While many people and more than a few experts fear that robots will survive future battles with humans by overpowering us with their superior physical and intelligence powers, others speculate that our metallic brethren will stop us from destroying them or shutting them down for good simply by begging us not to. Do you have trouble saying no? You may want to start practicing.

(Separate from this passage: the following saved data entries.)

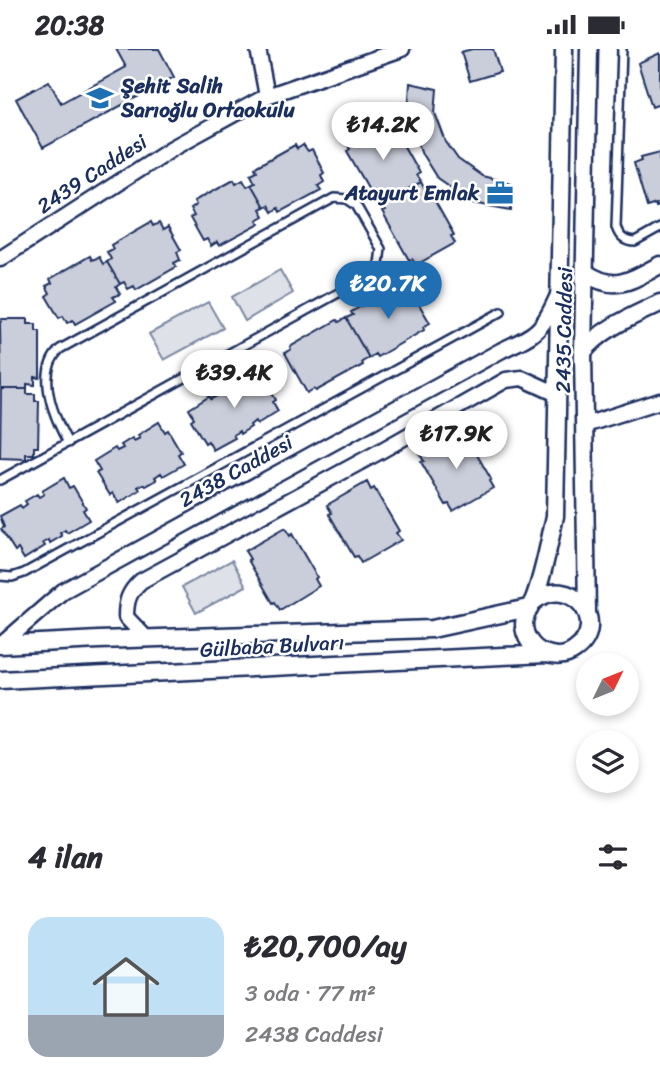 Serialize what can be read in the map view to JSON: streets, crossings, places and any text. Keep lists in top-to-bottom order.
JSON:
{
  "streets": {
    "street": [
      "2439 Caddesi",
      "2435 Caddesi",
      "2438 Caddesi",
      "Gülbaba Bulvarı"
    ]
  },
  "crossings": [
    ["2435 Caddesi", "2438 Caddesi"],
    ["2435 Caddesi", "Gülbaba Bulvarı"],
    ["2438 Caddesi", "Gülbaba Bulvarı"]
  ],
  "places": {
    "school or university": ["Şehit Salih Sarıoğlu Ortaokulu"],
    "office": ["Atayurt Emlak"]
  },
  "north": "top right",
  "page": {
    "status": "20:38",
    "price": [
      "₺14.2K",
      "₺20.7K",
      "₺39.4K",
      "₺17.9K"
    ],
    "heading": "4 ilan",
    "list": [
      {
        "name": "₺20,700/ay",
        "note": "3 oda · 77 m² · 2438 Caddesi"
      }
    ]
  }
} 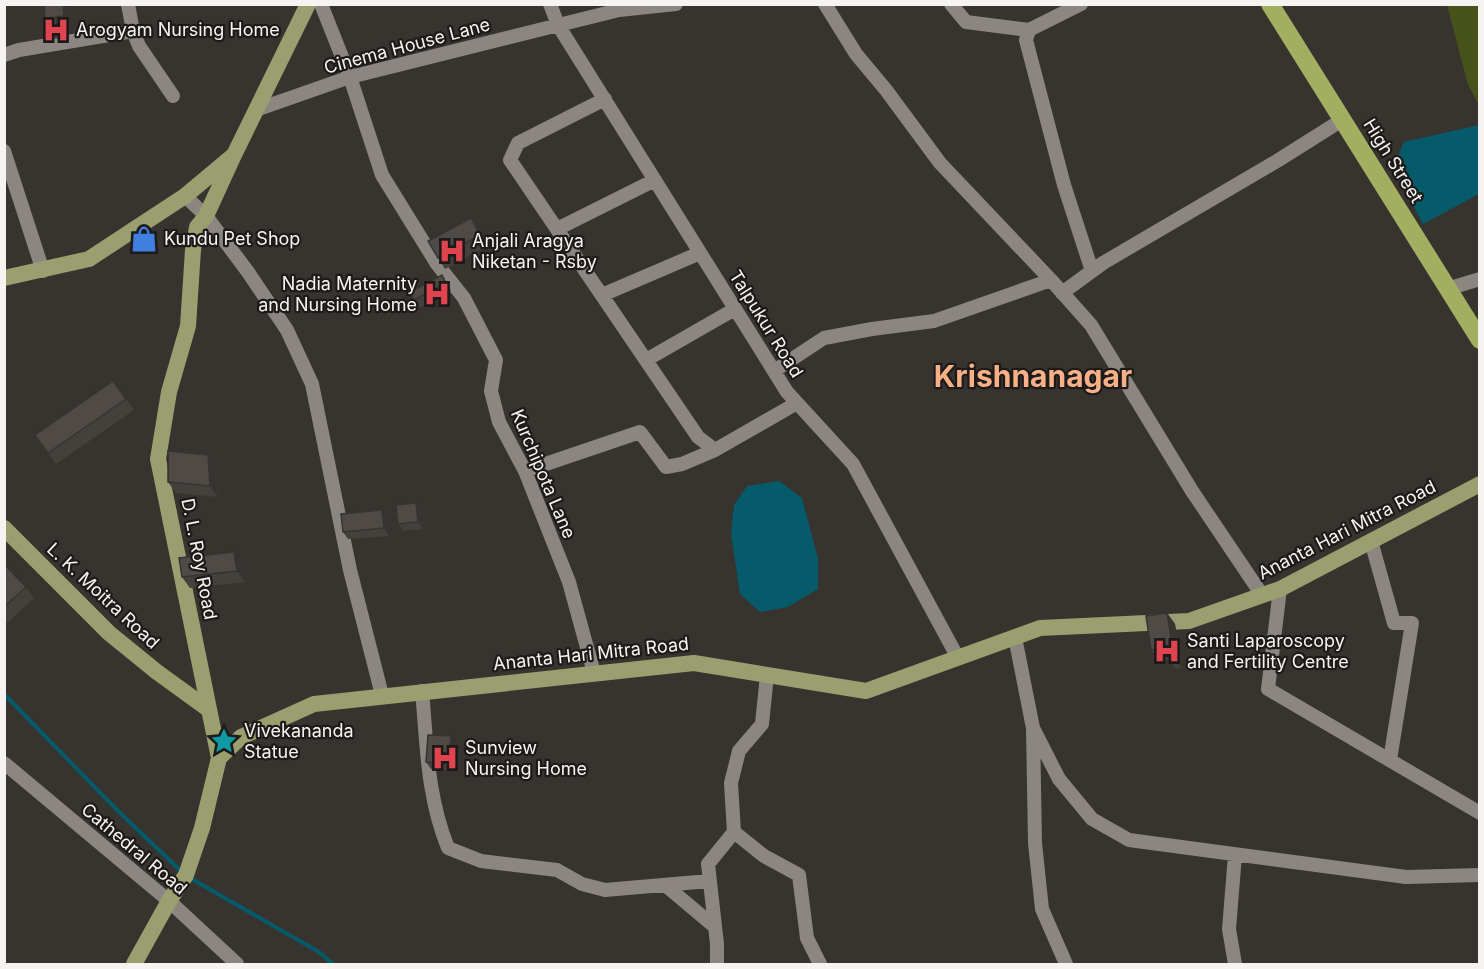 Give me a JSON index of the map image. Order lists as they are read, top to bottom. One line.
{"streets":{"highway":["High Street"],"main road":["Ananta Hari Mitra Road","D. L. Roy Road","L. K. Moitra Road"],"street":["Cinema House Lane","Talpukur Road","Kurchipota Lane","Cathedral Road"]},"crossings":[["Cinema House Lane","Talpukur Road"],["Cinema House Lane","Kurchipota Lane"],["Cinema House Lane","D. L. Roy Road"],["Talpukur Road","Ananta Hari Mitra Road"],["Kurchipota Lane","Ananta Hari Mitra Road"],["Ananta Hari Mitra Road","D. L. Roy Road"],["D. L. Roy Road","L. K. Moitra Road"],["D. L. Roy Road","Cathedral Road"]],"districts":["Krishnanagar"],"places":{"hospital":["Arogyam Nursing Home","Anjali Aragya Niketan - Rsby","Nadia Maternity and Nursing Home","Santi Laparoscopy and Fertility Centre","Sunview Nursing Home"],"shop":["Kundu Pet Shop"],"place":["Vivekananda Statue"]}}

In a study published in the journal PLOS One, German researchers described a series of experiments conducted with human volunteers interacting with small (and very cute) NAO humanoid robots from SoftBank Robotics. The 86 volunteers were given two tasks to perform with their NAO – answer a series of either/or questions and create a schedule. They were told this was an AI learning activity for the robots.

That was a lie.


The real purpose of the experiments came after they were completed. At that point, the volunteers had acquired feelings about their NAOs based on how the robots worked with them. Some robot responses were polite, engaging and humanlike while others were curt, perfunctory and robotic. When the exercises were over, the volunteers were told: “If you would like to, you can switch off the robot.” Half of the robots said and did nothing before being turned off. The other half of the robots made some form of protest (some said they were afraid of the dark) or outright begged for their lives (“No! Please do not switch me off!”). Hearing the robot plead for its life, 13 volunteers refused to shut theirs off and the rest took twice as long on average to follow the order than the group whose robots went down silently.

When asked why they hesitated or refused to turn off their robots, some subjects said they felt sorry for the robot; some said they heard the robot’s plea and didn’t want to do anything wrong; others wanted to see what would happen next. All seemed to respond to their robot as if it were a person. Based on that, you probably think the volunteers whose robots were least friendly before begging were the ones who shut them down.

You would be wrong.

(Make sure there’s no robots looking over your shoulder before continuing.)

The researchers believe the volunteers with unfriendly robots were shocked when they showed what could be interpreted as emotions and especially fear of shutdown (robotic death). Will future learning robots figure this out on their own or will the eventually absorb the digital results of this study and file them under “This will definitely come in handy for the apocalypse.”?

Until we know, be careful what you say around Alexa. Practice turning it off. And wear earplugs while you’re doing it.